The Kalahari is still home to around 10,000 hunter-gatherers known as the San, living the same way that their ancestors did thousands of years before. Since the middle of the 1990s, the country's government has attempted to remove the San, attracting criticism from the international community and leaving a black mark against the history of Botswana.
Disputes with the Transvaal Boers in the late-1800s led Botswana's leaders to appeal for help from the British. The British established the Bechuanaland Protectorate in the year of 1885, administering the northern territories until 1964. The southern part of the protectorate, known as the Cape Colony, was handed over to the Union of South Africa in 1910. There was an intention to eventually hand over the northern territories to South Africa
too, but the 1948 implementation of apartheid in South Africa soon halted that notion.
The main legacy of colonial rule that tourists will encounter is that English is the official language spoken here. Everyone in the capital, Gaborone, will speak English, while those visiting other destinations may encounter Setswana, the principal indigenous language.
After several decades in which the evolution of tribal government was actively encouraged by the British, a proposal for self-government was eventually accepted in June 1964. This led to the government seat in Mafikeng, South Africa, moving to Botswana's new capital, Gaborone, in 1965. After the first elections in that year, Seretse Khama became the president and oversaw the transition to an independent Botswana in 1966. His son, Ian Khama, was elected as president in April 2008.

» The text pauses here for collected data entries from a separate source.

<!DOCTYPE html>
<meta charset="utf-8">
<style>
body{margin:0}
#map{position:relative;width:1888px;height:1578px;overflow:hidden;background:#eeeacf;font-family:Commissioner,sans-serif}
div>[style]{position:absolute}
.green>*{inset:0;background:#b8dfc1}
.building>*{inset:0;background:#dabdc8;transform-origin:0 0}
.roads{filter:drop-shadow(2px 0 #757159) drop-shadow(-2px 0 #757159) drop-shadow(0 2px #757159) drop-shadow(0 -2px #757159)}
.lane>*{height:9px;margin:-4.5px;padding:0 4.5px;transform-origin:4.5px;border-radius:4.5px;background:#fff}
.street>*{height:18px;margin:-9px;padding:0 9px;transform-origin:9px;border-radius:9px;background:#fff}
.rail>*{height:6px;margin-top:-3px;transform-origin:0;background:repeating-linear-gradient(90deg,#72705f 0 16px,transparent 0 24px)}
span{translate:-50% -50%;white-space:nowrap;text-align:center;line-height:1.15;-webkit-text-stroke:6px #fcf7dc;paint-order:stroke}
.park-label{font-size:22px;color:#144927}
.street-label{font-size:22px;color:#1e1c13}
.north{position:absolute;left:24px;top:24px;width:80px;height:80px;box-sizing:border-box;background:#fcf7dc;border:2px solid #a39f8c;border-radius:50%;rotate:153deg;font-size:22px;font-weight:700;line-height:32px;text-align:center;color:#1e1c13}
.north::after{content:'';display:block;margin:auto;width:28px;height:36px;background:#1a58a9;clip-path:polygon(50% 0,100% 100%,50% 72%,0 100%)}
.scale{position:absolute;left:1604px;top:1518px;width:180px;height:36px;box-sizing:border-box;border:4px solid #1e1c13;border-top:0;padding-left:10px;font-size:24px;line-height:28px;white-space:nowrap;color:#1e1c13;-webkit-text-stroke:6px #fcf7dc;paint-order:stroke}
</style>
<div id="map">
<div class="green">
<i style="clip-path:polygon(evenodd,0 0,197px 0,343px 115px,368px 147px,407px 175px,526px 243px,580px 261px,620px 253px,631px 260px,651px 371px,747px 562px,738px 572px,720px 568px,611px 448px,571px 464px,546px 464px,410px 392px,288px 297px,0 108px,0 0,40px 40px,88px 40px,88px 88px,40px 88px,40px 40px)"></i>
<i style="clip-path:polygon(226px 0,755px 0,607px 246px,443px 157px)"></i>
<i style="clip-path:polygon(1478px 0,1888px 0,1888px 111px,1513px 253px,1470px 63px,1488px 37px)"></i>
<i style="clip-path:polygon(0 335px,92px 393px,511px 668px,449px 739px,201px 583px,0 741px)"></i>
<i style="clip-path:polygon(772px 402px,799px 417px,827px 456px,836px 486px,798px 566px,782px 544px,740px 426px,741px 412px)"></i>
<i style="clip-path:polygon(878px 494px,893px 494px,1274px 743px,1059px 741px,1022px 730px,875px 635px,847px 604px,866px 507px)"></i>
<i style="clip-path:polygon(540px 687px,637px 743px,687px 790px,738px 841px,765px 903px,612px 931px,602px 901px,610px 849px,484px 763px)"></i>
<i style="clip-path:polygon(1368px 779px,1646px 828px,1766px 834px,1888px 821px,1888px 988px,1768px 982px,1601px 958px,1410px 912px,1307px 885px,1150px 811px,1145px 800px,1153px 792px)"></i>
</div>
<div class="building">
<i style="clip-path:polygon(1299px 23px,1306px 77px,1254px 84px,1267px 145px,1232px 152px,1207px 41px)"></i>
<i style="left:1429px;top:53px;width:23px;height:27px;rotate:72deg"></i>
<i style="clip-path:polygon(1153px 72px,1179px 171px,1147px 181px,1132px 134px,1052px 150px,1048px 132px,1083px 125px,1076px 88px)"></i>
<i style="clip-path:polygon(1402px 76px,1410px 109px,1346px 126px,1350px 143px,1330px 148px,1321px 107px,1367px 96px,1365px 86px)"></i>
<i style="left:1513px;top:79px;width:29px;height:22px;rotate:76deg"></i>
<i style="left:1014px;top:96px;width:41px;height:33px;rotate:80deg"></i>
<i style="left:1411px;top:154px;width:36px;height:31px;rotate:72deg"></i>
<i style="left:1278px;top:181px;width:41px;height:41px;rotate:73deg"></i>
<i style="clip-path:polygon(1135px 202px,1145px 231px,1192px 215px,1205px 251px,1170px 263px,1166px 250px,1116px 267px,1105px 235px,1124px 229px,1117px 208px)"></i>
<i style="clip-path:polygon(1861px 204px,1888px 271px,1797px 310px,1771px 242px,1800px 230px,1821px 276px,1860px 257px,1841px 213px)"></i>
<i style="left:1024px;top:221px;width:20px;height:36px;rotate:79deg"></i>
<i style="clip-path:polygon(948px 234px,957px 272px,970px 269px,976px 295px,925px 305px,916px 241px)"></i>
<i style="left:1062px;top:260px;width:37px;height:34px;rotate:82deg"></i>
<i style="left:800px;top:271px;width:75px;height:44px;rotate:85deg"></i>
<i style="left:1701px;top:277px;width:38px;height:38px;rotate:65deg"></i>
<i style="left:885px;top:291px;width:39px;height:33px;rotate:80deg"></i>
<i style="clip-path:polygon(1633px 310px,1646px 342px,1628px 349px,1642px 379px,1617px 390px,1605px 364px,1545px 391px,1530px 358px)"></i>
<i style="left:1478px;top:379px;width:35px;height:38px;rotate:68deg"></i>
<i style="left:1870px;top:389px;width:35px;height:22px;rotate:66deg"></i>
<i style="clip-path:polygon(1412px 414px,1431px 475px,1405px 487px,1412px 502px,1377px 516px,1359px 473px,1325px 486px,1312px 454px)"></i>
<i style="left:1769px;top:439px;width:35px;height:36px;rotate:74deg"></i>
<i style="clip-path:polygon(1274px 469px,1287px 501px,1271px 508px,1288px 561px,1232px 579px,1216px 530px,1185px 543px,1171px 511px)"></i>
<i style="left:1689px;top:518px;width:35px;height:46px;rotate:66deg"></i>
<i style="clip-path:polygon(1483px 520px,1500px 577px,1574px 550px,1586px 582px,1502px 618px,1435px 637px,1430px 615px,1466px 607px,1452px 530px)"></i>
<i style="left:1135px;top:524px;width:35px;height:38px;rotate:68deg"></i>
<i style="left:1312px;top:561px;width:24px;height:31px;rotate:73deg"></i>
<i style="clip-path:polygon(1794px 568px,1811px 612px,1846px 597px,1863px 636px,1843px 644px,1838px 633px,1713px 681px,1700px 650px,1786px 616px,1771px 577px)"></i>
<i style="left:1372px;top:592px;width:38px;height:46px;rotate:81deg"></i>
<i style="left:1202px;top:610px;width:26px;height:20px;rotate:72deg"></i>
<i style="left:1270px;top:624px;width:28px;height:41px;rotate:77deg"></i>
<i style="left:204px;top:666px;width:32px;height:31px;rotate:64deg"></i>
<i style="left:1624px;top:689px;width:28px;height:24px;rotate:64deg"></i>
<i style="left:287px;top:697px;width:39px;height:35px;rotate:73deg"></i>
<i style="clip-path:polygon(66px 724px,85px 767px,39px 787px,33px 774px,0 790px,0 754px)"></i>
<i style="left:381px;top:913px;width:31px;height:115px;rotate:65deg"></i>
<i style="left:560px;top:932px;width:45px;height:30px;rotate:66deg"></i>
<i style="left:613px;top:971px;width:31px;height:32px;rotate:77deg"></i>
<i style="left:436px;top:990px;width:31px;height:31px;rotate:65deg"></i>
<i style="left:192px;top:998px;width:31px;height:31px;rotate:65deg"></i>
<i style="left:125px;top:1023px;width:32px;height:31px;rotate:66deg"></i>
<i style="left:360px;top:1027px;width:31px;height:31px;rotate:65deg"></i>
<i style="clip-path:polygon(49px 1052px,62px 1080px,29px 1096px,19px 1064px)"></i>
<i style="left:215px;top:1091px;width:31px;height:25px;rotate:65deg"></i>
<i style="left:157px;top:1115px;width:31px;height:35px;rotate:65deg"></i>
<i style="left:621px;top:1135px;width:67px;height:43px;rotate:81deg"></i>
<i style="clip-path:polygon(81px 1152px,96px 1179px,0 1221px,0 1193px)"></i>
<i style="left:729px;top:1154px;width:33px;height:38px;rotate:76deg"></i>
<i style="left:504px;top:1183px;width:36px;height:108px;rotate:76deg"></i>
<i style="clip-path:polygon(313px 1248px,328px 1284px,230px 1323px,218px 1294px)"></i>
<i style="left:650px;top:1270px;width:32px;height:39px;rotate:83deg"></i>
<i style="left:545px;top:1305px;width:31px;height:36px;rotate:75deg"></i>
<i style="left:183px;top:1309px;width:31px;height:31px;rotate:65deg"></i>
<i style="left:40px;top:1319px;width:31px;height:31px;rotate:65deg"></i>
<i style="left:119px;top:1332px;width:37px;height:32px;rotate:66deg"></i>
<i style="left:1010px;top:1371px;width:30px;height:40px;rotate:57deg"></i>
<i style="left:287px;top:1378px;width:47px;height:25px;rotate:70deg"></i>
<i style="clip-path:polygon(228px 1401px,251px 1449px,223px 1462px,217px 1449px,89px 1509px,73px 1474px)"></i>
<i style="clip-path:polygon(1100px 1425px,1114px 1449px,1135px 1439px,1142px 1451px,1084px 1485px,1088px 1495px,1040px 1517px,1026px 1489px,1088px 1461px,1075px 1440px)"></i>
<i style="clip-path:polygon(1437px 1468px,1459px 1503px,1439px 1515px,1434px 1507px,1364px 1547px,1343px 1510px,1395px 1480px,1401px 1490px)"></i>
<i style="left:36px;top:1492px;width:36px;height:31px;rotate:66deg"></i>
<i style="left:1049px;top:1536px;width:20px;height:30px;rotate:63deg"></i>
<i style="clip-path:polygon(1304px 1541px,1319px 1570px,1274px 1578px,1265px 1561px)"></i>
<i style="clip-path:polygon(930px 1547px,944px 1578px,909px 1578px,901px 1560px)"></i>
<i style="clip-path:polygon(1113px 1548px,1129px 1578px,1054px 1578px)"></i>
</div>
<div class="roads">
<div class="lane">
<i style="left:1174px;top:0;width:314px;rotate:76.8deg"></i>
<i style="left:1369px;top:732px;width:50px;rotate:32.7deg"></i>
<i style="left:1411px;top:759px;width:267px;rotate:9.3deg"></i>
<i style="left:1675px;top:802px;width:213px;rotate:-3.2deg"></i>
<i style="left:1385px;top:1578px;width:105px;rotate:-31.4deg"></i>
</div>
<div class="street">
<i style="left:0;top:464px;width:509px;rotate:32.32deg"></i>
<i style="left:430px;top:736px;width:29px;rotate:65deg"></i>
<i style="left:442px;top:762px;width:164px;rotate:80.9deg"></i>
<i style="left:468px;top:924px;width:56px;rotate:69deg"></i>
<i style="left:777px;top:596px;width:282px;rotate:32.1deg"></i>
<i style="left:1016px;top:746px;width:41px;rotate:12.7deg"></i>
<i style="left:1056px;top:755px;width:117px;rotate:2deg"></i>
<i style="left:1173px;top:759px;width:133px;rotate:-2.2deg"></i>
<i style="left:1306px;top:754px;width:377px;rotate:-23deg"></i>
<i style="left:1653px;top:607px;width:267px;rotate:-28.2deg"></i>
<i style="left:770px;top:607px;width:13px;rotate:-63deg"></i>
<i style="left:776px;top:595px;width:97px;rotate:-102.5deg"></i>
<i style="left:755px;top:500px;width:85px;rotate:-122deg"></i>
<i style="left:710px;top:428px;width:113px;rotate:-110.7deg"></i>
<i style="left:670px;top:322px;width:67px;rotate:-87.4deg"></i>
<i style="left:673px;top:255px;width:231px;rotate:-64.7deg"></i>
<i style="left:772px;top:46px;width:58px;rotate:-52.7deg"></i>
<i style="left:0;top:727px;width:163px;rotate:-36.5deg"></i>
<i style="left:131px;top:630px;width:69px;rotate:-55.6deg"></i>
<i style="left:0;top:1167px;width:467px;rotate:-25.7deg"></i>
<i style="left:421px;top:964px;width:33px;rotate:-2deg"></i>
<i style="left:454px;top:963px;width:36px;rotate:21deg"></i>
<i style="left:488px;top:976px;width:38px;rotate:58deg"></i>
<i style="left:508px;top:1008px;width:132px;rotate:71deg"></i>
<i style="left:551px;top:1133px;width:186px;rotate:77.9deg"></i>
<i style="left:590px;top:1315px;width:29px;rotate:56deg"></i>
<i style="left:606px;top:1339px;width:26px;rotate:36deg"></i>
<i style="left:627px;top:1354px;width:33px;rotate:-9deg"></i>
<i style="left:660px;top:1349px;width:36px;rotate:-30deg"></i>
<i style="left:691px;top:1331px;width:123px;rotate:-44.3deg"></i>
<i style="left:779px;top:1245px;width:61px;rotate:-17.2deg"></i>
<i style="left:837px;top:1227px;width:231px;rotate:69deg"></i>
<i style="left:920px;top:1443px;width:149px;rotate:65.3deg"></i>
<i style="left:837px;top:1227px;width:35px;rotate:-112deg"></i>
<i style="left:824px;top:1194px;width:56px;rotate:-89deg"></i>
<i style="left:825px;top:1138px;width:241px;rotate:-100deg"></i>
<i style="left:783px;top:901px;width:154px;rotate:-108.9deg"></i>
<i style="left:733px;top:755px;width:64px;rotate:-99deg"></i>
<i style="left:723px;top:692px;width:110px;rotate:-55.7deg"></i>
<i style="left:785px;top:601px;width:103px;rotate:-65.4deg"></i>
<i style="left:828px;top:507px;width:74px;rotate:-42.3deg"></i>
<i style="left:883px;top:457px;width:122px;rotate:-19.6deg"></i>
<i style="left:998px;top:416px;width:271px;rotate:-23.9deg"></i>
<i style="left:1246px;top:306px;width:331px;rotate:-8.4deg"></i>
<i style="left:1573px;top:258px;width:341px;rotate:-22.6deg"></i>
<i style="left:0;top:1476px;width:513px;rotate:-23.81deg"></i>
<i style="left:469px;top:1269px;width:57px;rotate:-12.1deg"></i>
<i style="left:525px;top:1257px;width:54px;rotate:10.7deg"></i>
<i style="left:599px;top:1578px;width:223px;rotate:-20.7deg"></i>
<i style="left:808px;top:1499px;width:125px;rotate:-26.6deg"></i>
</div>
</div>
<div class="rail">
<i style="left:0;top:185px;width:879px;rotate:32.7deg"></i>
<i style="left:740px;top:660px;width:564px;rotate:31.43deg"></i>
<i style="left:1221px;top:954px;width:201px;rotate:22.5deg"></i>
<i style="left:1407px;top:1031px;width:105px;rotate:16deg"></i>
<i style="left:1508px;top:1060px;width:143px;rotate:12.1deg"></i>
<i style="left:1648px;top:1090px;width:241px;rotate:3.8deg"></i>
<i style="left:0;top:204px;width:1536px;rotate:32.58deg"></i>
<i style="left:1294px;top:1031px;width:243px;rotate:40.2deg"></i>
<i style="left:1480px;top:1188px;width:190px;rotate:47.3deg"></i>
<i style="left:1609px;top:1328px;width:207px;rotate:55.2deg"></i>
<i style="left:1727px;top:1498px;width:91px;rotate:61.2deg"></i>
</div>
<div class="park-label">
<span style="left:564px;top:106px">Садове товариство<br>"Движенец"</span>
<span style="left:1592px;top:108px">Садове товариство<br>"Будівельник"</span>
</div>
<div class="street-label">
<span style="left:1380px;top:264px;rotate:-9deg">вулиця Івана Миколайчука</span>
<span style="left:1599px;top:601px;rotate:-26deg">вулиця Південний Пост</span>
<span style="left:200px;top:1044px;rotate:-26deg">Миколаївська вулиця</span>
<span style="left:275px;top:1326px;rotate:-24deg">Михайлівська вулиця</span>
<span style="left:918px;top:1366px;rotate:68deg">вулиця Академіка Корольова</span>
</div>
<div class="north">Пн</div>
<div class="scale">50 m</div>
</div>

Political History and the Military
Since independence, the political landscape has been dominated by the Botswana Democratic Party (BDP), whose public institutions are said to be most secretive. However, this still ranks as the least corrupt country on the continent. It has not suffered civil war or economic collapse like other neighbours, such as Namibia
, Zambia and Zimbabwe.
Before independence, Botswana was one of Africa's most peaceful countries and did not even have its own armed forces. However, attacks by South African and Rhodesian troops led to the formation of the Botswana Defence Force (BDF) in 1977.
Nowadays, the US-funded BDF is more involved in disaster-preparation and peacekeeping operations. Mostly however, Botswana is a low-key country that has little fertile land, although it does boast vast mineral resources, especially diamonds, as well as a government that manages its national wealth wisely. Perhaps its biggest claim to fame in recent years is its setting for the best-selling novel series from Alexander McCall Smith, 'The No. 1 Ladies Detective Agency'.